私はアケミさんから何か聞きだせないかと隆兄とアケミさんの家へやって来た。


「コーヒーでも大丈夫?」

「あの…………本当にお構い無く。」

「すみません……。突然お邪魔してしまって。」

新婚家庭にアポなしで来るなんて…………非常識なのはわかってる。でも…………アケミさんの連絡先は知らないし、隆兄に言えば隆兄は家にいるだろうか、アケミさんから話は聞けないし……。

「ちょっとびっくりしたけど、大丈夫大丈夫。」

アケミさんはそう言って笑顔でコーヒーを入れてくれた。


「あの…………隆兄、今日遅いんですか?」

「いつもの時間に帰って来ると思うよ?もうすぐ…………」

「じゃあ……帰ります。」

アケミさんは私の反応に驚いていた。ブラコンって聞いてたのに、避けたらおかしいよね……。

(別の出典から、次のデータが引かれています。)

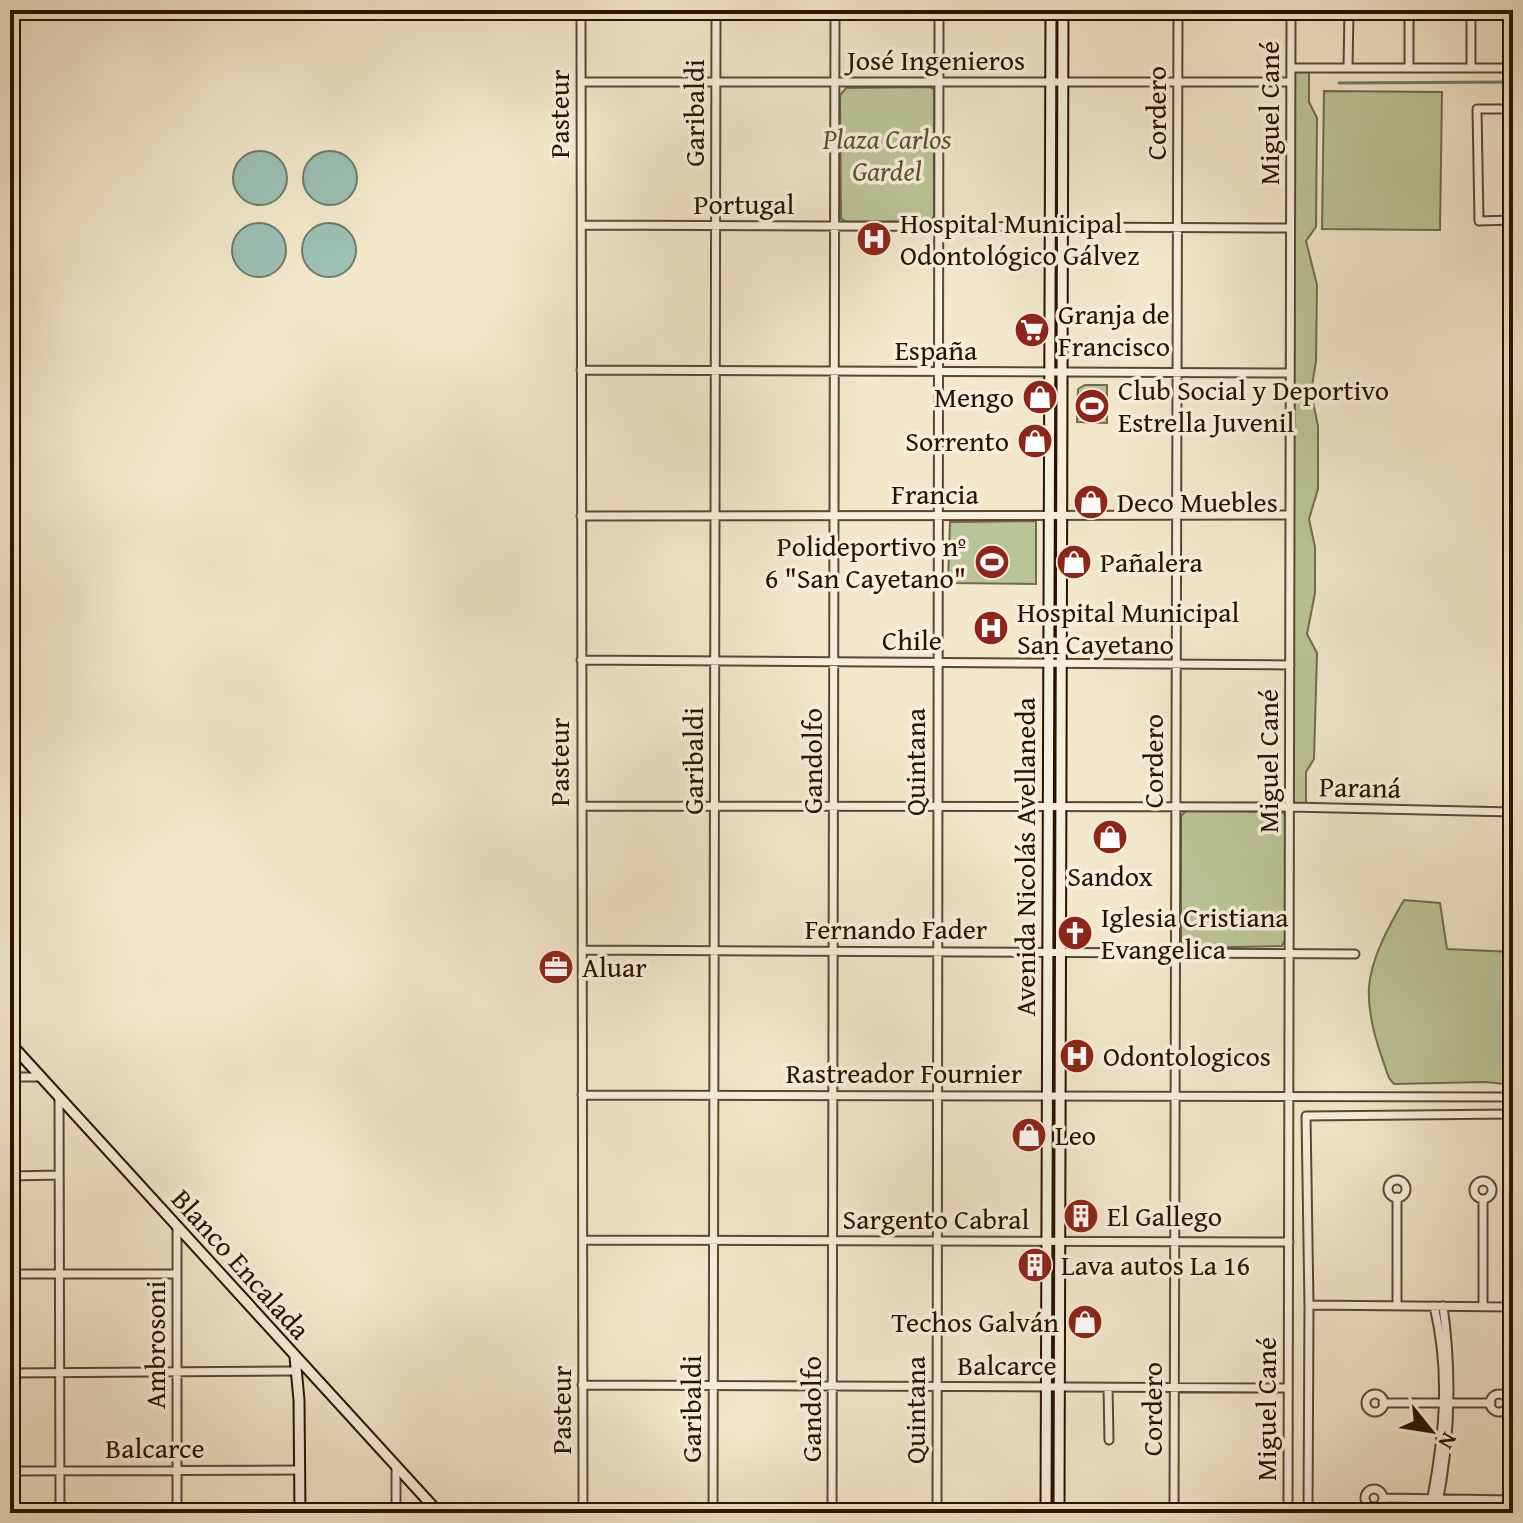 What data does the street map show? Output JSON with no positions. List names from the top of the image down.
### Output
{
  "streets": {
    "main road": ["Avenida Nicolás Avellaneda", "Blanco Encalada"],
    "street": [
      "José Ingenieros",
      "Garibaldi",
      "Cordero",
      "Miguel Cané",
      "Pasteur",
      "Portugal",
      "España",
      "Francia",
      "Chile",
      "Gandolfo",
      "Quintana",
      "Paraná",
      "Fernando Fader",
      "Rastreador Fournier",
      "Sargento Cabral",
      "Ambrosoni",
      "Balcarce"
    ]
  },
  "crossings": [
    ["José Ingenieros", "Garibaldi"],
    ["José Ingenieros", "Cordero"],
    ["José Ingenieros", "Miguel Cané"],
    ["José Ingenieros", "Pasteur"],
    ["José Ingenieros", "Gandolfo"],
    ["José Ingenieros", "Quintana"],
    ["José Ingenieros", "Avenida Nicolás Avellaneda"],
    ["Garibaldi", "Portugal"],
    ["Garibaldi", "España"],
    ["Garibaldi", "Francia"],
    ["Garibaldi", "Chile"],
    ["Garibaldi", "Paraná"],
    ["Garibaldi", "Fernando Fader"],
    ["Garibaldi", "Rastreador Fournier"],
    ["Garibaldi", "Sargento Cabral"],
    ["Garibaldi", "Balcarce"],
    ["Cordero", "Portugal"],
    ["Cordero", "España"],
    ["Cordero", "Francia"],
    ["Cordero", "Chile"],
    ["Cordero", "Paraná"],
    ["Cordero", "Fernando Fader"],
    ["Cordero", "Rastreador Fournier"],
    ["Cordero", "Sargento Cabral"],
    ["Cordero", "Balcarce"],
    ["Miguel Cané", "Portugal"],
    ["Miguel Cané", "España"],
    ["Miguel Cané", "Francia"],
    ["Miguel Cané", "Chile"],
    ["Miguel Cané", "Paraná"],
    ["Miguel Cané", "Fernando Fader"],
    ["Miguel Cané", "Rastreador Fournier"],
    ["Miguel Cané", "Sargento Cabral"],
    ["Miguel Cané", "Balcarce"],
    ["Pasteur", "Portugal"],
    ["Pasteur", "España"],
    ["Pasteur", "Francia"],
    ["Pasteur", "Chile"],
    ["Pasteur", "Paraná"],
    ["Pasteur", "Fernando Fader"],
    ["Pasteur", "Rastreador Fournier"],
    ["Pasteur", "Sargento Cabral"],
    ["Pasteur", "Balcarce"],
    ["Portugal", "Gandolfo"],
    ["Portugal", "Quintana"],
    ["Portugal", "Avenida Nicolás Avellaneda"],
    ["España", "Gandolfo"],
    ["España", "Quintana"],
    ["España", "Avenida Nicolás Avellaneda"],
    ["Francia", "Gandolfo"],
    ["Francia", "Quintana"],
    ["Francia", "Avenida Nicolás Avellaneda"],
    ["Chile", "Gandolfo"],
    ["Chile", "Quintana"],
    ["Chile", "Avenida Nicolás Avellaneda"],
    ["Gandolfo", "Paraná"],
    ["Gandolfo", "Fernando Fader"],
    ["Gandolfo", "Rastreador Fournier"],
    ["Gandolfo", "Sargento Cabral"],
    ["Gandolfo", "Balcarce"],
    ["Quintana", "Paraná"],
    ["Quintana", "Fernando Fader"],
    ["Quintana", "Rastreador Fournier"],
    ["Quintana", "Sargento Cabral"],
    ["Quintana", "Balcarce"],
    ["Paraná", "Avenida Nicolás Avellaneda"],
    ["Avenida Nicolás Avellaneda", "Fernando Fader"],
    ["Avenida Nicolás Avellaneda", "Rastreador Fournier"],
    ["Avenida Nicolás Avellaneda", "Sargento Cabral"],
    ["Avenida Nicolás Avellaneda", "Balcarce"],
    ["Blanco Encalada", "Ambrosoni"],
    ["Ambrosoni", "Balcarce"]
  ],
  "parks": ["Plaza Carlos Gardel"],
  "places": {
    "hospital": ["Hospital Municipal Odontológico Gálvez", "Hospital Municipal San Cayetano", "Odontologicos"],
    "supermarket": ["Granja de Francisco"],
    "shop": [
      "Mengo",
      "Sorrento",
      "Deco Muebles",
      "Pañalera",
      "Sandox",
      "Leo",
      "Techos Galván"
    ],
    "sports": ["Club Social y Deportivo Estrella Juvenil", "Polideportivo nº 6 \"San Cayetano\""],
    "church": ["Iglesia Cristiana Evangelica"],
    "office": ["Aluar"],
    "building": ["El Gallego", "Lava autos La 16"]
  },
  "north": "bottom right"
}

「何か話したかったんじゃない?何か伝えておこうか?」

「いえ…………あ、でも…………じゃあ……1つ聞いてもいいですか?」

「何?」


せっかく来たんだから、ちゃんと訊いてみよう。

「あの、これ、隆兄には絶っ対、絶対に内緒にして欲しいんですけど…………」

「え……内緒?」

「もし、他に家庭がある人と付き合って、子供ができたら…………」

アケミさんの驚き様が凄かった。

「えぇ!?妊娠!?」

あ、声裏返った。そう言って、持っていたコーヒーカップを勢いよくテーブルに置いた。

「いや、あの、もしもの話なんですけど…………」

「あ~びっくりした~!隆に内緒ってそうゆう話なのかと思った……。」


まぁ、普通そう思うよね。あの……最後まで話聞いてもらえます?アケミさんは1人でブツブツ言っていた。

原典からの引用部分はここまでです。